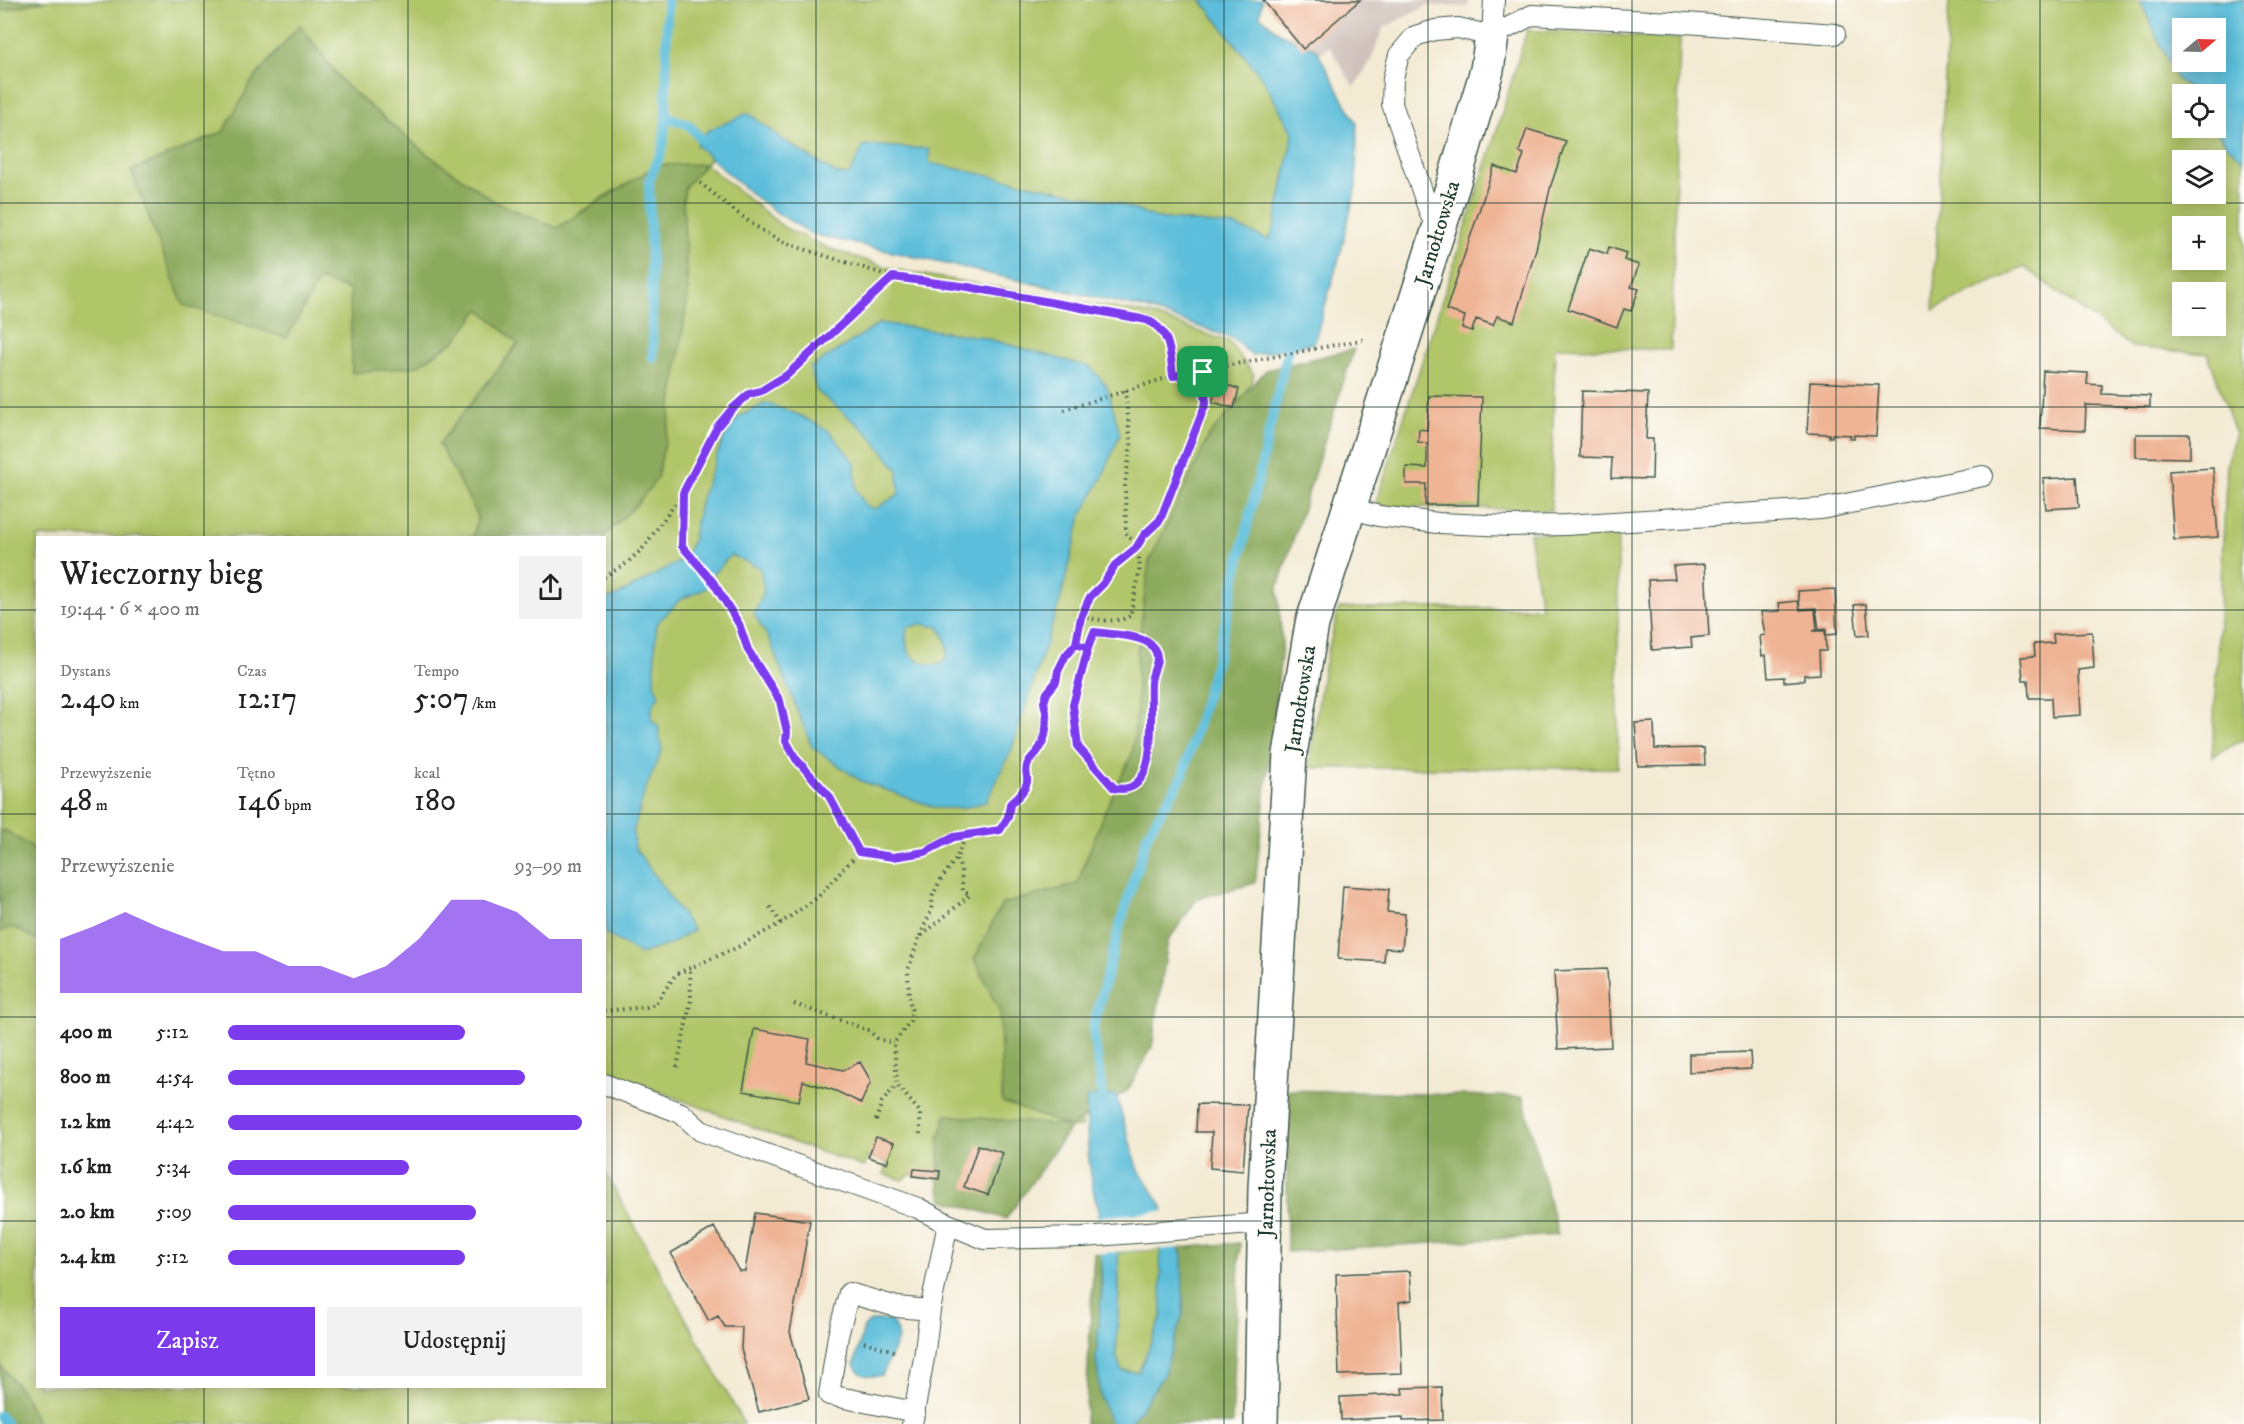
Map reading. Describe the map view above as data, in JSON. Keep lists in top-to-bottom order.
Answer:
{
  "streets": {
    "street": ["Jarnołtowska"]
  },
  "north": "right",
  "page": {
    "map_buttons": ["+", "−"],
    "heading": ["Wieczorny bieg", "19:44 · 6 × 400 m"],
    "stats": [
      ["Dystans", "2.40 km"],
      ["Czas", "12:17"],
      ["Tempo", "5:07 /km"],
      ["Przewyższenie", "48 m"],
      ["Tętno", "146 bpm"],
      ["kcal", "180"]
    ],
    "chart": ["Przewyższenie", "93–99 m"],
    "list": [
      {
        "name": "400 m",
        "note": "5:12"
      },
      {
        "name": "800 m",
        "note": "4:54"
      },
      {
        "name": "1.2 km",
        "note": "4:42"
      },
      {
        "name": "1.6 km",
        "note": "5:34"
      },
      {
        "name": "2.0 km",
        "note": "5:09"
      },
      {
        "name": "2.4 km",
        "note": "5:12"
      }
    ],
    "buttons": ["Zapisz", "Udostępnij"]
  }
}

○ ○ ○ ○ ○

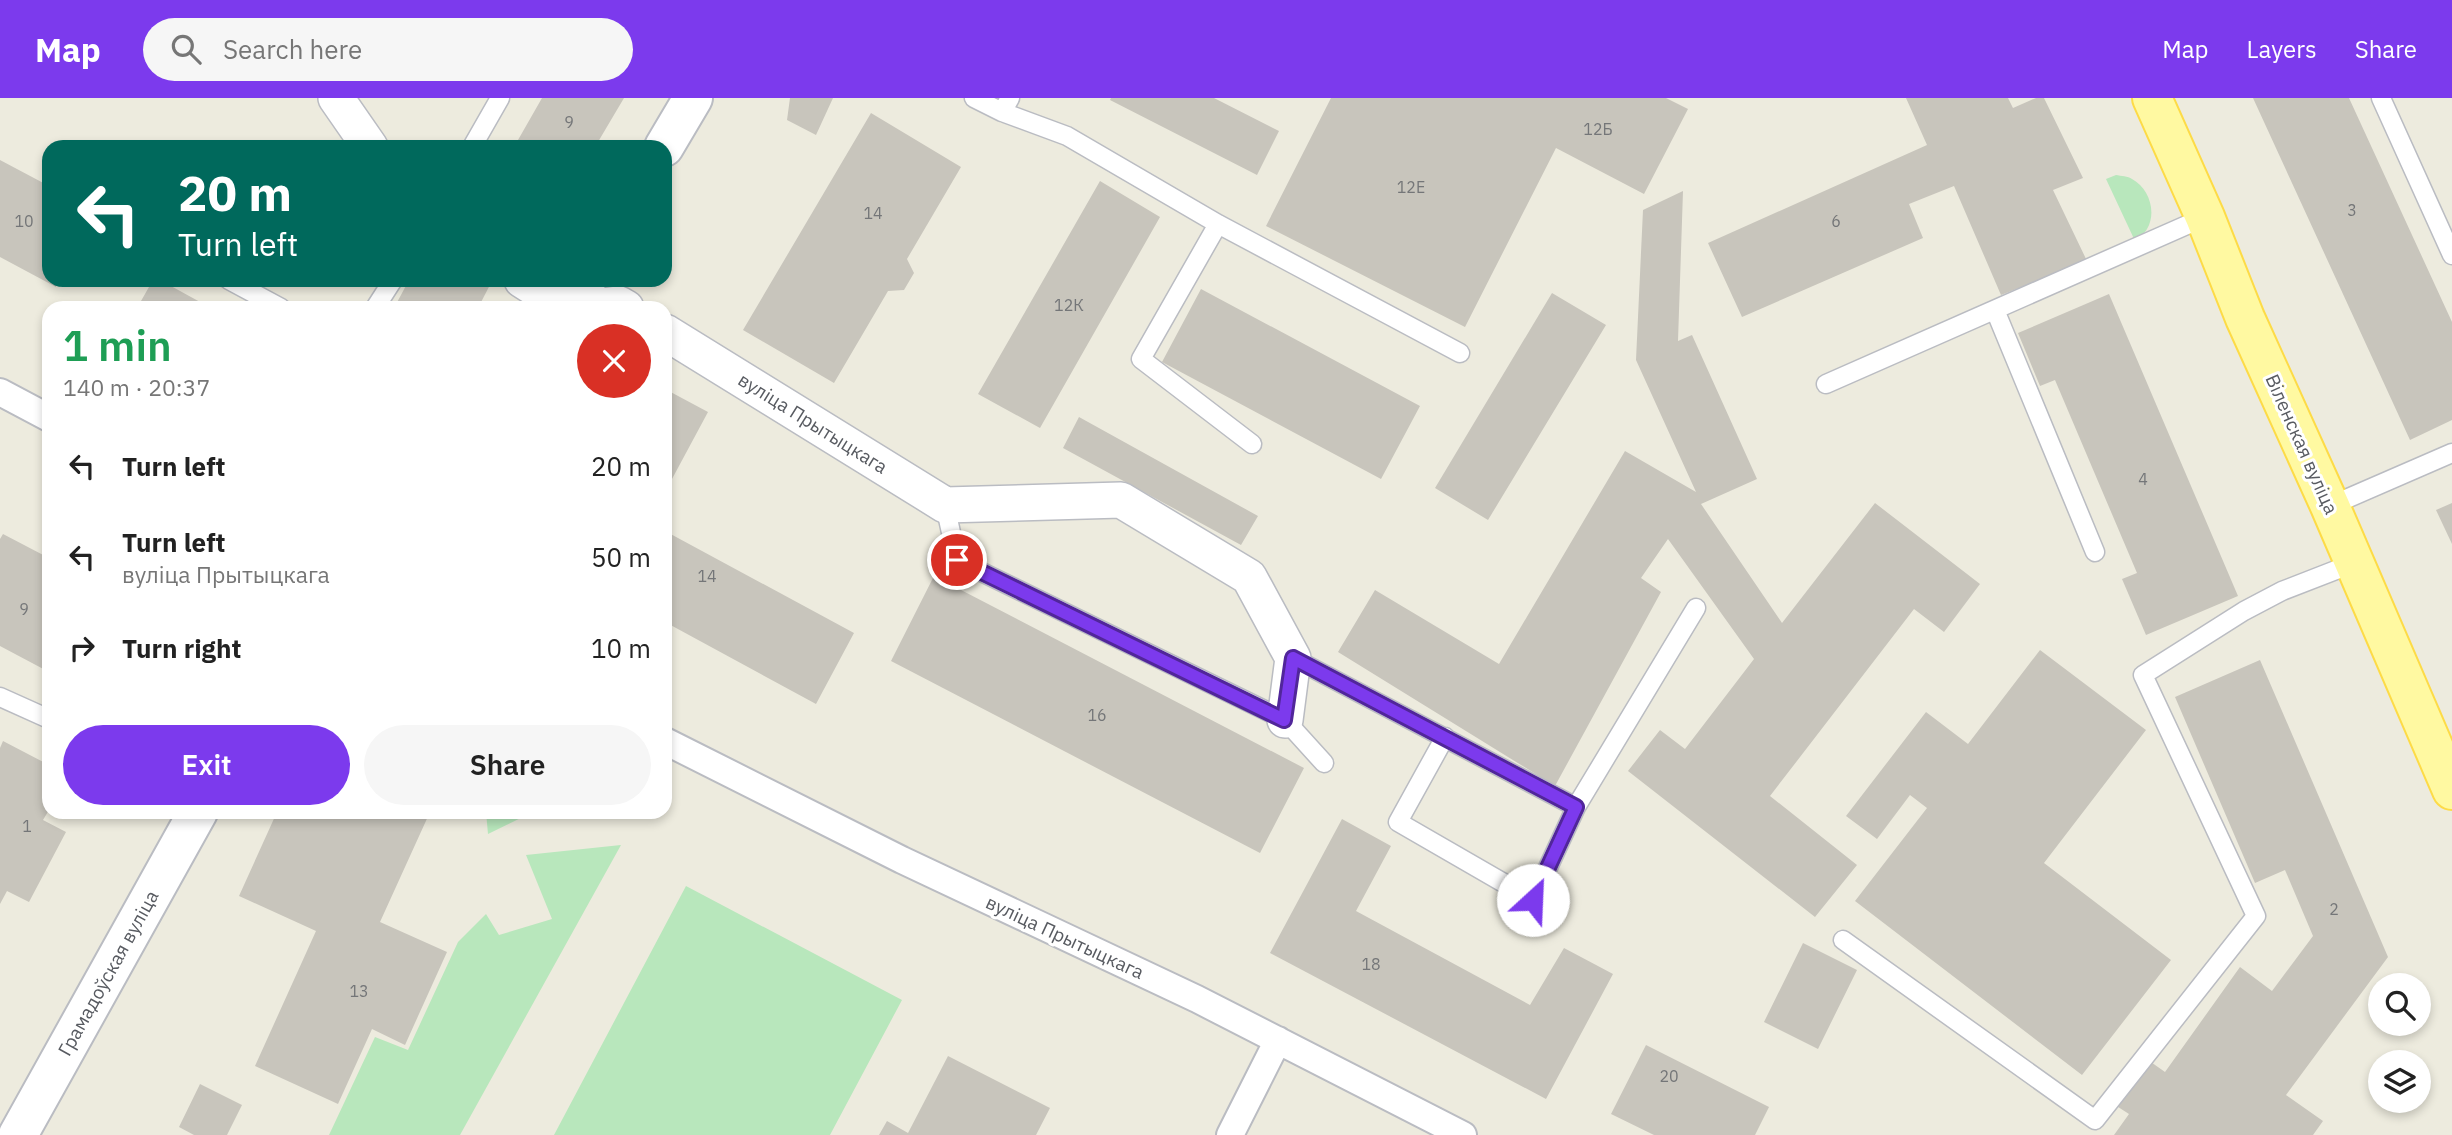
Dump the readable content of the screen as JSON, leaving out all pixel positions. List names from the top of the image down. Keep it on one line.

○ ○ ○ ○ ○

• _EXERCISE DESCRIPTION_:
Take every line above where "JSON" appears and copy it.

• _THE ANSWER_:
Map reading. Describe the map view above as data, in JSON. Keep lists in top-to-bottom order.
Dump the readable content of the screen as JSON, leaving out all pixel positions. List names from the top of the image down. Keep it on one line.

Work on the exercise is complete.